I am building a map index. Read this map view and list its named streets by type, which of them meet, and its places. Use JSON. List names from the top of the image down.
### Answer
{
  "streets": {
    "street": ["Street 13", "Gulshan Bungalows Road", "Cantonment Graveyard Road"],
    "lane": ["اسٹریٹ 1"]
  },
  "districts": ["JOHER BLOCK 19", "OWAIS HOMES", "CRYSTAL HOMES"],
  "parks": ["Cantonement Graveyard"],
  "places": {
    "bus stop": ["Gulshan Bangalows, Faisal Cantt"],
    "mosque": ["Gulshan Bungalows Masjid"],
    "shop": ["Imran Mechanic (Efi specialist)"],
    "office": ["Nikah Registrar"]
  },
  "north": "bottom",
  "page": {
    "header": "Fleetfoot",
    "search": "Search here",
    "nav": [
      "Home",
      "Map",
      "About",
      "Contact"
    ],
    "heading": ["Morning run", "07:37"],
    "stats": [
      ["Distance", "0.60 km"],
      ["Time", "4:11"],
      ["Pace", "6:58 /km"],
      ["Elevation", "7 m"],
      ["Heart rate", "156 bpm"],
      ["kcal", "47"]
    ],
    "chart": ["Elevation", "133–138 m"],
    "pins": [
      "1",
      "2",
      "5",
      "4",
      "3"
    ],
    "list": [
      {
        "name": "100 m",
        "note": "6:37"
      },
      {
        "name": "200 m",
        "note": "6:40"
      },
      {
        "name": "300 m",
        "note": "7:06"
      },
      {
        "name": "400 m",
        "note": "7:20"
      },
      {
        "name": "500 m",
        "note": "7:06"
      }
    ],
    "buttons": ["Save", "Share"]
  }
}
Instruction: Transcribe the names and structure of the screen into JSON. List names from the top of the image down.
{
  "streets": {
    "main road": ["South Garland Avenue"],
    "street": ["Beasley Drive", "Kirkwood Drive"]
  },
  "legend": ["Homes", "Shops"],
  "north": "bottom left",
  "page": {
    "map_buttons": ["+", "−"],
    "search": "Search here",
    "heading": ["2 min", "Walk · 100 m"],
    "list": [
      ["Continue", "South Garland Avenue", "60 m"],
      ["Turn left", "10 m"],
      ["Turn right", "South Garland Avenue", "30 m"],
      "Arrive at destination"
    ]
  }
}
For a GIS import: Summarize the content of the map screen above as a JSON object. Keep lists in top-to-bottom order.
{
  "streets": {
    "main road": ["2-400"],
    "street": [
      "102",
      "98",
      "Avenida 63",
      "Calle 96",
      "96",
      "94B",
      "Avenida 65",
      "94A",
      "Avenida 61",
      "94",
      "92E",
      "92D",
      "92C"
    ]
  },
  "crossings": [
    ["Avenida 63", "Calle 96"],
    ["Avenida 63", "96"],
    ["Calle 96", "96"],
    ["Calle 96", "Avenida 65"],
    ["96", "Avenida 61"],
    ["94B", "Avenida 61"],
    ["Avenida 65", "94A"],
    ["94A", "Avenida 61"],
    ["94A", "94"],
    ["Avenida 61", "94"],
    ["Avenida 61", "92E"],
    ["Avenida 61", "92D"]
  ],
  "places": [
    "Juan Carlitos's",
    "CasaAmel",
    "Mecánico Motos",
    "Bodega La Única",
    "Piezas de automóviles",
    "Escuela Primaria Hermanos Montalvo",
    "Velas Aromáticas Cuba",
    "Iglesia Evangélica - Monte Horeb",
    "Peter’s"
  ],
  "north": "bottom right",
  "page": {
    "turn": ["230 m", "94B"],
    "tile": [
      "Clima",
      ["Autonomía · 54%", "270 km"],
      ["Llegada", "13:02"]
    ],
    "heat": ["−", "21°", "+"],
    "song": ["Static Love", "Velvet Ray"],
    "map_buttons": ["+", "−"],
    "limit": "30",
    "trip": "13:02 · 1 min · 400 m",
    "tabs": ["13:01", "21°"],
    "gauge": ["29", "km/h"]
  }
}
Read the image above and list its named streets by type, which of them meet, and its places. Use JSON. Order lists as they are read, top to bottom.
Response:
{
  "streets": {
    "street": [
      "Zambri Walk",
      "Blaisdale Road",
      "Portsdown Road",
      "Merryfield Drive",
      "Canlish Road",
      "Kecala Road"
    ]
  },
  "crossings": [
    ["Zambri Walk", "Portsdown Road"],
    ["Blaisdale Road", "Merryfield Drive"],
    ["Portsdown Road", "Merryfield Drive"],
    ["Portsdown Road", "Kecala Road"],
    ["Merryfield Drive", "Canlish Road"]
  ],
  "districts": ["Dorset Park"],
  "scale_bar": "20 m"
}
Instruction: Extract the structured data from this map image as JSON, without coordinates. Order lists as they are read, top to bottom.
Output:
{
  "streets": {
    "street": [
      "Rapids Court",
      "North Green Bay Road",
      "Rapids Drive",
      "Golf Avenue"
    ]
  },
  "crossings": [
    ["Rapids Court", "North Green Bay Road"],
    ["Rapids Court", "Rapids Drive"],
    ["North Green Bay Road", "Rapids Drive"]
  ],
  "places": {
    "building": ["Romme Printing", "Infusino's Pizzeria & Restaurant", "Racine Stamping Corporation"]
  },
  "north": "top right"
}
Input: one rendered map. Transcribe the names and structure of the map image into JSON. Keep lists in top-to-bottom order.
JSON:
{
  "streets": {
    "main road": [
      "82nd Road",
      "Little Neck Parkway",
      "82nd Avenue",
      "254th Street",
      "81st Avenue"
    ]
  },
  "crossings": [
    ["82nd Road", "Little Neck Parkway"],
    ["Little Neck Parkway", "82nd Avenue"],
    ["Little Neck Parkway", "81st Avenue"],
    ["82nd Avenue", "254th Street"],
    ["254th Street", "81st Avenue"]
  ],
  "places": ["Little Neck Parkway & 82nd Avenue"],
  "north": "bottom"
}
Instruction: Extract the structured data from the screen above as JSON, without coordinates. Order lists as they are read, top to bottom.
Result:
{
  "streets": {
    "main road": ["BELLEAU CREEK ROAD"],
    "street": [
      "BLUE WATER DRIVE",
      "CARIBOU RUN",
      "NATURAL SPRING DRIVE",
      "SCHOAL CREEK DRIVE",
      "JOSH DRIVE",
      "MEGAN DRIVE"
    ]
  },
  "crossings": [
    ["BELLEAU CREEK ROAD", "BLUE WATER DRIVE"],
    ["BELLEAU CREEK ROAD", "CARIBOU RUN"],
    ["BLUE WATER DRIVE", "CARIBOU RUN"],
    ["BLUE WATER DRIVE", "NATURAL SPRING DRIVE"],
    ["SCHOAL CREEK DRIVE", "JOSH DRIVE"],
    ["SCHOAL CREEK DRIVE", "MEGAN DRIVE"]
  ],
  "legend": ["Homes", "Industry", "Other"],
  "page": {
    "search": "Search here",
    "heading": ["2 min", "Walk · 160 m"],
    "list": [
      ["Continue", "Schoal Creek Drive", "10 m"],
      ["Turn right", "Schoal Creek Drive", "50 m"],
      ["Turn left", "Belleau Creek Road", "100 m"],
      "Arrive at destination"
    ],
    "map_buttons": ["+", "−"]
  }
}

━━━━

Return the entries above in full and exactly as written.

**ANSWER SECTION**
I am building a map index. Read this map view and list its named streets by type, which of them meet, and its places. Use JSON. List names from the top of the image down.
### Answer
{
  "streets": {
    "street": ["Street 13", "Gulshan Bungalows Road", "Cantonment Graveyard Road"],
    "lane": ["اسٹریٹ 1"]
  },
  "districts": ["JOHER BLOCK 19", "OWAIS HOMES", "CRYSTAL HOMES"],
  "parks": ["Cantonement Graveyard"],
  "places": {
    "bus stop": ["Gulshan Bangalows, Faisal Cantt"],
    "mosque": ["Gulshan Bungalows Masjid"],
    "shop": ["Imran Mechanic (Efi specialist)"],
    "office": ["Nikah Registrar"]
  },
  "north": "bottom",
  "page": {
    "header": "Fleetfoot",
    "search": "Search here",
    "nav": [
      "Home",
      "Map",
      "About",
      "Contact"
    ],
    "heading": ["Morning run", "07:37"],
    "stats": [
      ["Distance", "0.60 km"],
      ["Time", "4:11"],
      ["Pace", "6:58 /km"],
      ["Elevation", "7 m"],
      ["Heart rate", "156 bpm"],
      ["kcal", "47"]
    ],
    "chart": ["Elevation", "133–138 m"],
    "pins": [
      "1",
      "2",
      "5",
      "4",
      "3"
    ],
    "list": [
      {
        "name": "100 m",
        "note": "6:37"
      },
      {
        "name": "200 m",
        "note": "6:40"
      },
      {
        "name": "300 m",
        "note": "7:06"
      },
      {
        "name": "400 m",
        "note": "7:20"
      },
      {
        "name": "500 m",
        "note": "7:06"
      }
    ],
    "buttons": ["Save", "Share"]
  }
}
Instruction: Transcribe the names and structure of the screen into JSON. List names from the top of the image down.
{
  "streets": {
    "main road": ["South Garland Avenue"],
    "street": ["Beasley Drive", "Kirkwood Drive"]
  },
  "legend": ["Homes", "Shops"],
  "north": "bottom left",
  "page": {
    "map_buttons": ["+", "−"],
    "search": "Search here",
    "heading": ["2 min", "Walk · 100 m"],
    "list": [
      ["Continue", "South Garland Avenue", "60 m"],
      ["Turn left", "10 m"],
      ["Turn right", "South Garland Avenue", "30 m"],
      "Arrive at destination"
    ]
  }
}
For a GIS import: Summarize the content of the map screen above as a JSON object. Keep lists in top-to-bottom order.
{
  "streets": {
    "main road": ["2-400"],
    "street": [
      "102",
      "98",
      "Avenida 63",
      "Calle 96",
      "96",
      "94B",
      "Avenida 65",
      "94A",
      "Avenida 61",
      "94",
      "92E",
      "92D",
      "92C"
    ]
  },
  "crossings": [
    ["Avenida 63", "Calle 96"],
    ["Avenida 63", "96"],
    ["Calle 96", "96"],
    ["Calle 96", "Avenida 65"],
    ["96", "Avenida 61"],
    ["94B", "Avenida 61"],
    ["Avenida 65", "94A"],
    ["94A", "Avenida 61"],
    ["94A", "94"],
    ["Avenida 61", "94"],
    ["Avenida 61", "92E"],
    ["Avenida 61", "92D"]
  ],
  "places": [
    "Juan Carlitos's",
    "CasaAmel",
    "Mecánico Motos",
    "Bodega La Única",
    "Piezas de automóviles",
    "Escuela Primaria Hermanos Montalvo",
    "Velas Aromáticas Cuba",
    "Iglesia Evangélica - Monte Horeb",
    "Peter’s"
  ],
  "north": "bottom right",
  "page": {
    "turn": ["230 m", "94B"],
    "tile": [
      "Clima",
      ["Autonomía · 54%", "270 km"],
      ["Llegada", "13:02"]
    ],
    "heat": ["−", "21°", "+"],
    "song": ["Static Love", "Velvet Ray"],
    "map_buttons": ["+", "−"],
    "limit": "30",
    "trip": "13:02 · 1 min · 400 m",
    "tabs": ["13:01", "21°"],
    "gauge": ["29", "km/h"]
  }
}
Read the image above and list its named streets by type, which of them meet, and its places. Use JSON. Order lists as they are read, top to bottom.
Response:
{
  "streets": {
    "street": [
      "Zambri Walk",
      "Blaisdale Road",
      "Portsdown Road",
      "Merryfield Drive",
      "Canlish Road",
      "Kecala Road"
    ]
  },
  "crossings": [
    ["Zambri Walk", "Portsdown Road"],
    ["Blaisdale Road", "Merryfield Drive"],
    ["Portsdown Road", "Merryfield Drive"],
    ["Portsdown Road", "Kecala Road"],
    ["Merryfield Drive", "Canlish Road"]
  ],
  "districts": ["Dorset Park"],
  "scale_bar": "20 m"
}
Instruction: Extract the structured data from this map image as JSON, without coordinates. Order lists as they are read, top to bottom.
Output:
{
  "streets": {
    "street": [
      "Rapids Court",
      "North Green Bay Road",
      "Rapids Drive",
      "Golf Avenue"
    ]
  },
  "crossings": [
    ["Rapids Court", "North Green Bay Road"],
    ["Rapids Court", "Rapids Drive"],
    ["North Green Bay Road", "Rapids Drive"]
  ],
  "places": {
    "building": ["Romme Printing", "Infusino's Pizzeria & Restaurant", "Racine Stamping Corporation"]
  },
  "north": "top right"
}
Input: one rendered map. Transcribe the names and structure of the map image into JSON. Keep lists in top-to-bottom order.
JSON:
{
  "streets": {
    "main road": [
      "82nd Road",
      "Little Neck Parkway",
      "82nd Avenue",
      "254th Street",
      "81st Avenue"
    ]
  },
  "crossings": [
    ["82nd Road", "Little Neck Parkway"],
    ["Little Neck Parkway", "82nd Avenue"],
    ["Little Neck Parkway", "81st Avenue"],
    ["82nd Avenue", "254th Street"],
    ["254th Street", "81st Avenue"]
  ],
  "places": ["Little Neck Parkway & 82nd Avenue"],
  "north": "bottom"
}
Instruction: Extract the structured data from the screen above as JSON, without coordinates. Order lists as they are read, top to bottom.
Result:
{
  "streets": {
    "main road": ["BELLEAU CREEK ROAD"],
    "street": [
      "BLUE WATER DRIVE",
      "CARIBOU RUN",
      "NATURAL SPRING DRIVE",
      "SCHOAL CREEK DRIVE",
      "JOSH DRIVE",
      "MEGAN DRIVE"
    ]
  },
  "crossings": [
    ["BELLEAU CREEK ROAD", "BLUE WATER DRIVE"],
    ["BELLEAU CREEK ROAD", "CARIBOU RUN"],
    ["BLUE WATER DRIVE", "CARIBOU RUN"],
    ["BLUE WATER DRIVE", "NATURAL SPRING DRIVE"],
    ["SCHOAL CREEK DRIVE", "JOSH DRIVE"],
    ["SCHOAL CREEK DRIVE", "MEGAN DRIVE"]
  ],
  "legend": ["Homes", "Industry", "Other"],
  "page": {
    "search": "Search here",
    "heading": ["2 min", "Walk · 160 m"],
    "list": [
      ["Continue", "Schoal Creek Drive", "10 m"],
      ["Turn right", "Schoal Creek Drive", "50 m"],
      ["Turn left", "Belleau Creek Road", "100 m"],
      "Arrive at destination"
    ],
    "map_buttons": ["+", "−"]
  }
}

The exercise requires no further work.